Metro Health's diabetes program provides free prevention and self-management workshops, conducts 60'70 workshops per year, and runs several curricula including the Diabetes Empowerment and Education Program, the CDC's PreventT2 program, the "Diabetes Garage" curriculum for men, and a new youth program called Project POWER. White said the department conducted 65 workshops in fiscal 2025, enrolled 562 community members, and saw an 80% completion rate among enrolled participants. The insulin assistance program, launched with city council funding and a contractor relationship with HEB pharmacies, served 1,445 individuals and covered 3,102 insulin prescriptions at an average city contribution of $64.47 per prescription.
Jacob and White underscored that grants and reserves have historically provided about half the department's operating budget and that the waiver's end will ripple through oral health, STI control, the Healthy Neighborhoods and Stand Up teams, violence prevention supports, clinic operations and underlying administrative functions. Jacob said Metro Health used vacancies and internal reallocations to limit immediate layoffs during recent budget adjustments but called the current situation a continuing fiscal fragility that requires contingency planning.

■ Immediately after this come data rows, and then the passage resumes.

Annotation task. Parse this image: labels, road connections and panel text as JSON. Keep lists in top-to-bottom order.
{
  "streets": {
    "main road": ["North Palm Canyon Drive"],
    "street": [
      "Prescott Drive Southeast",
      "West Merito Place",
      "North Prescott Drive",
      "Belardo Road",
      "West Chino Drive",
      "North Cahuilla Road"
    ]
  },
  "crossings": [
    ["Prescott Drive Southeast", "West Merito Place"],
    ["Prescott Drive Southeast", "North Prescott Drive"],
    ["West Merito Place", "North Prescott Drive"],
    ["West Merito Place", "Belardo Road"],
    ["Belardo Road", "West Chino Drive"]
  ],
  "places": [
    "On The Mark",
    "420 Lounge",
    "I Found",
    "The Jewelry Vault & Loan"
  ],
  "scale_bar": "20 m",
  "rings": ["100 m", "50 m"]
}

Committee members asked about options. Multiple council members urged stronger collaboration with Bexar County, health systems and nonprofit partners and suggested exploring shared-service models, joint grant applications and creative funding sources. Jacob said Metro Health is engaging partners and running a multi-phase "MetroHealth Moving Forward" initiative that includes staff support, retraining, skills-gap analysis and scenario planning.
Metro Health also noted a partial mitigation mechanism: participation in the state's public-health provider charity-care program has allowed Metro Health to recoup some costs (the department reported roughly $1.2 million in reimbursements tied to programs supported by the waiver in the prior fiscal year). Jacob said those reimbursements provide relief but will not fully replace the waiver reserves.

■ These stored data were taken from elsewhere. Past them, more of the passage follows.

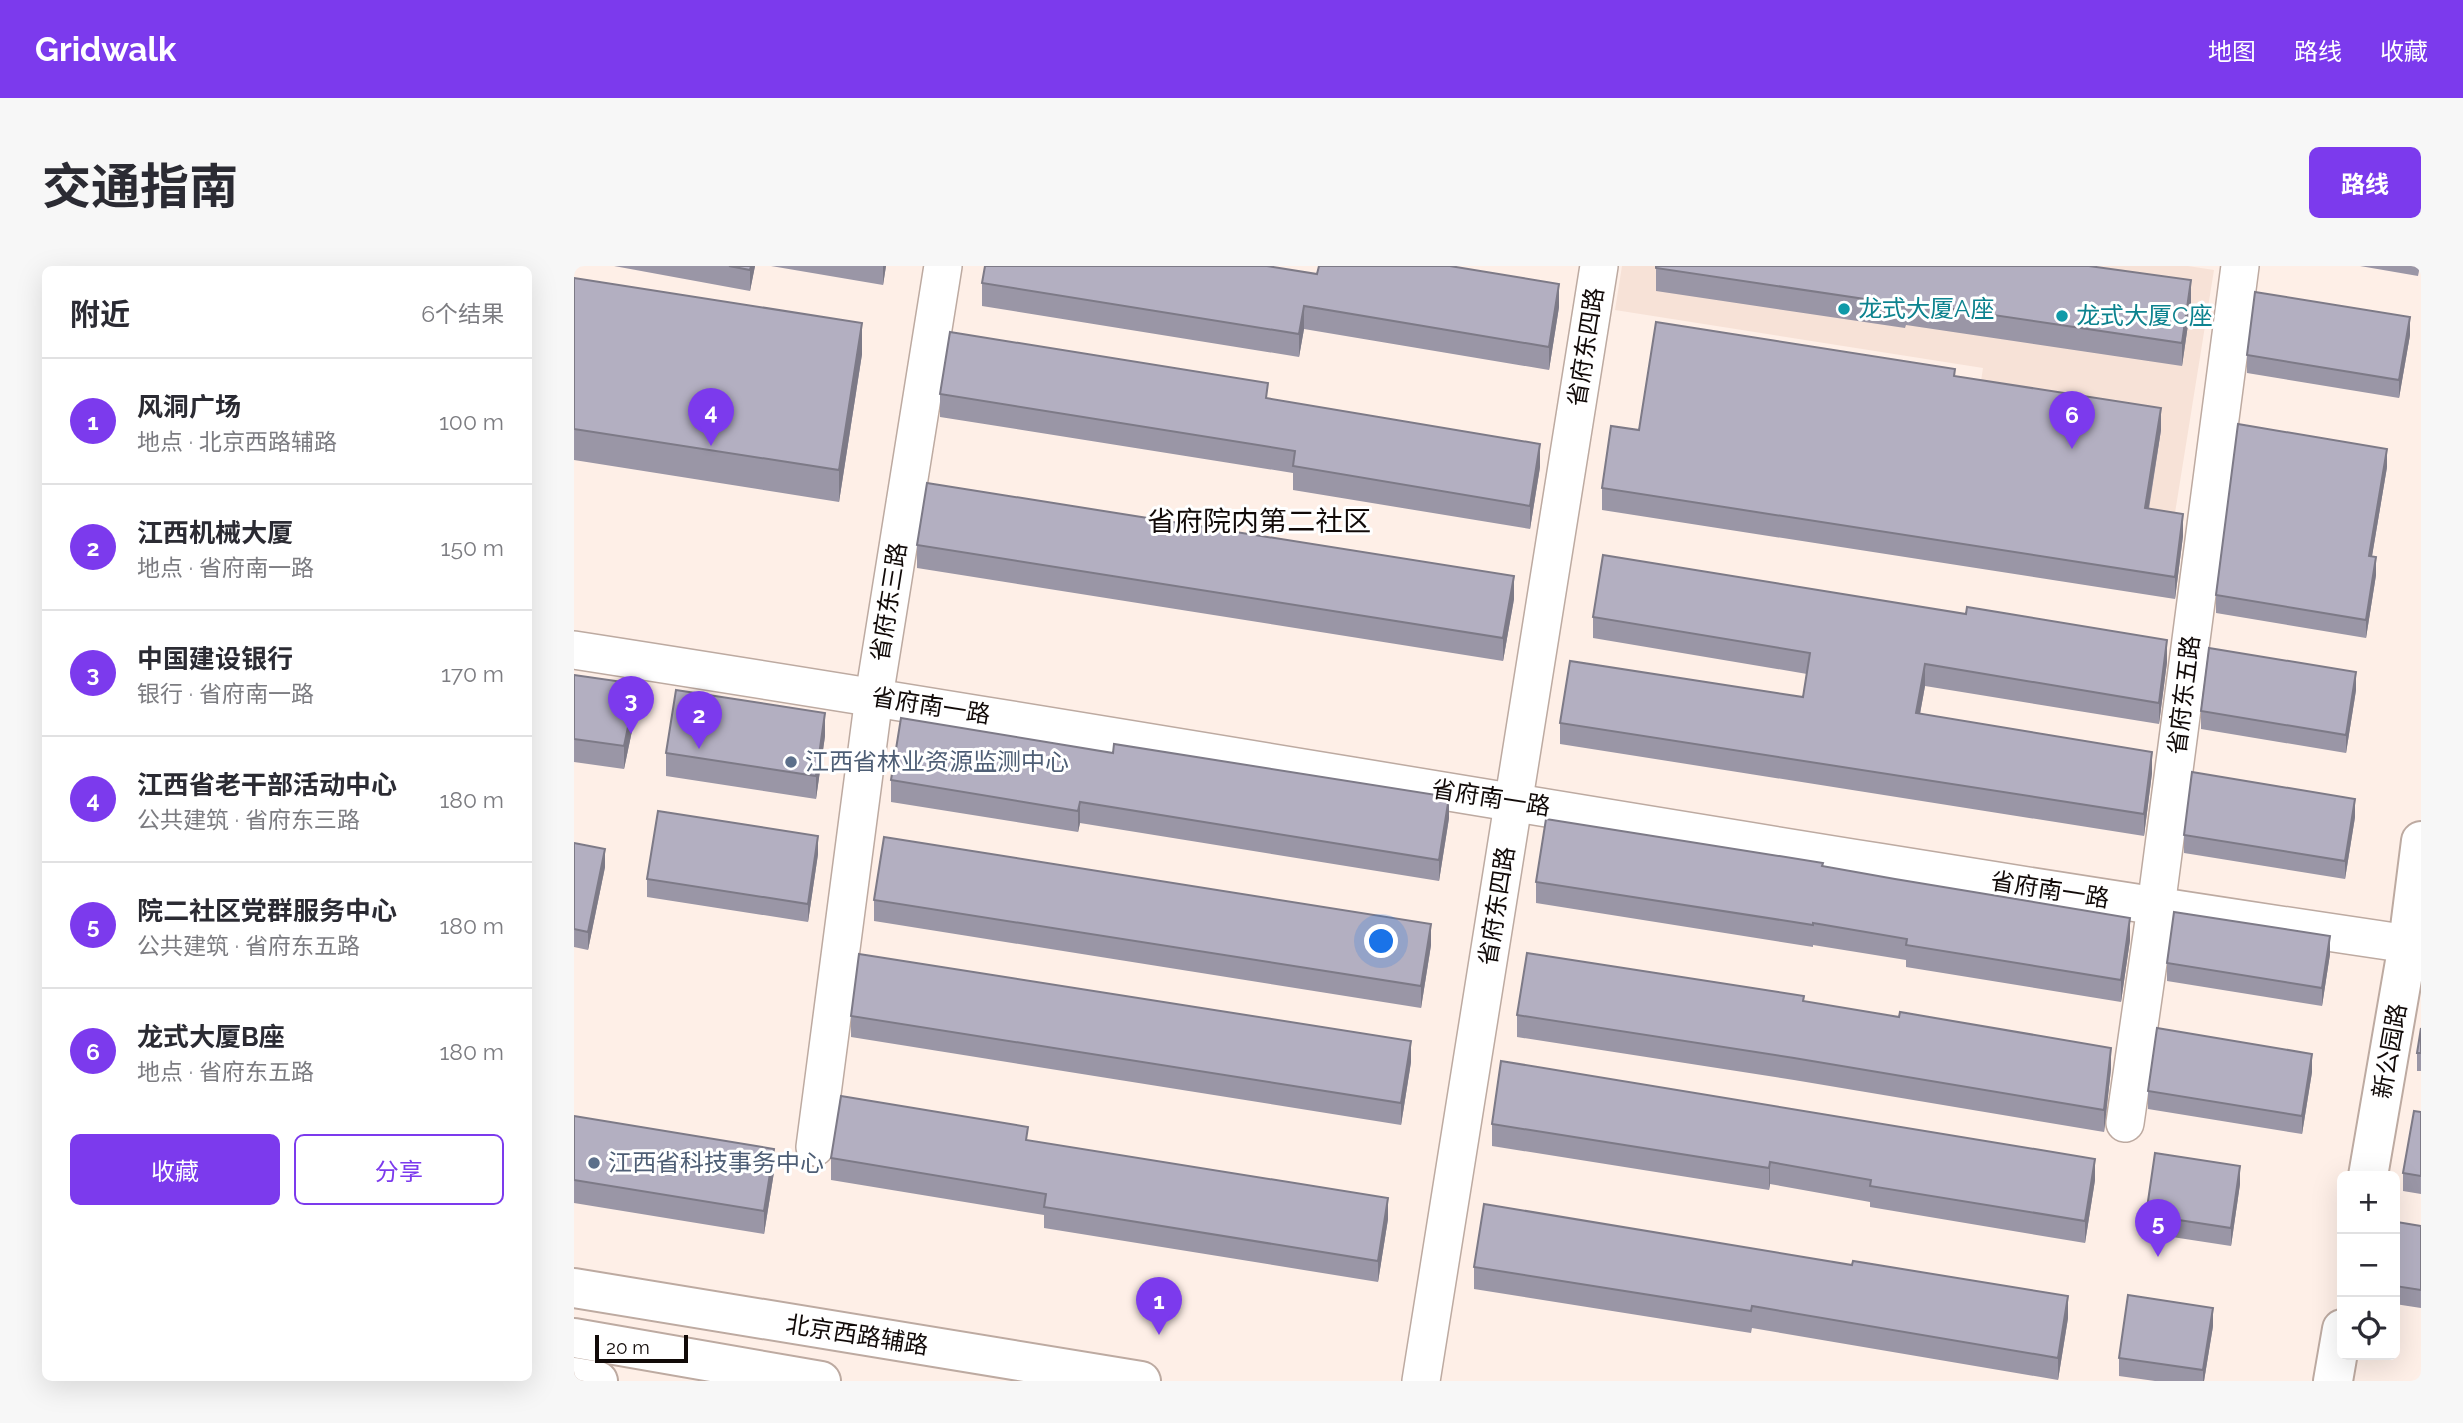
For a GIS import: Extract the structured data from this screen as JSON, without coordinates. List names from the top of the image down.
{
  "streets": {
    "main road": ["新公园路", "北京西路辅路"],
    "street": [
      "省府东四路",
      "省府东三路",
      "省府东五路",
      "省府南一路"
    ]
  },
  "crossings": [
    ["省府东四路", "省府南一路"],
    ["省府东三路", "省府南一路"],
    ["省府东五路", "省府南一路"],
    ["省府南一路", "新公园路"]
  ],
  "districts": ["省府院内第二社区"],
  "places": [
    "龙式大厦A座",
    "龙式大厦C座",
    "江西省林业资源监测中心",
    "江西省科技事务中心"
  ],
  "scale_bar": "20 m",
  "page": {
    "header": "Gridwalk",
    "nav": ["地图", "路线", "收藏"],
    "title": "交通指南",
    "buttons": [
      "路线",
      ["收藏", "分享"]
    ],
    "heading": ["附近", "6个结果"],
    "list": [
      {
        "mark": "1",
        "name": "风洞广场",
        "note": "地点 · 北京西路辅路",
        "value": "100 m"
      },
      {
        "mark": "2",
        "name": "江西机械大厦",
        "note": "地点 · 省府南一路",
        "value": "150 m"
      },
      {
        "mark": "3",
        "name": "中国建设银行",
        "note": "银行 · 省府南一路",
        "value": "170 m"
      },
      {
        "mark": "4",
        "name": "江西省老干部活动中心",
        "note": "公共建筑 · 省府东三路",
        "value": "180 m"
      },
      {
        "mark": "5",
        "name": "院二社区党群服务中心",
        "note": "公共建筑 · 省府东五路",
        "value": "180 m"
      },
      {
        "mark": "6",
        "name": "龙式大厦B座",
        "note": "地点 · 省府东五路",
        "value": "180 m"
      }
    ],
    "pins": [
      "4",
      "6",
      "3",
      "2",
      "5",
      "1"
    ],
    "map_buttons": ["+", "−"],
    "scale": "20 m"
  }
}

Metro Health offered no personnel action items for the committee at this meeting; the presentation was informational and Metro Health plans to return with additional program-level briefings on oral health, Healthy Neighborhoods and other initiatives during the winter and next year. Council members said they will continue to explore general-fund strategies, carry-forward options and partnerships to blunt the impacts on services.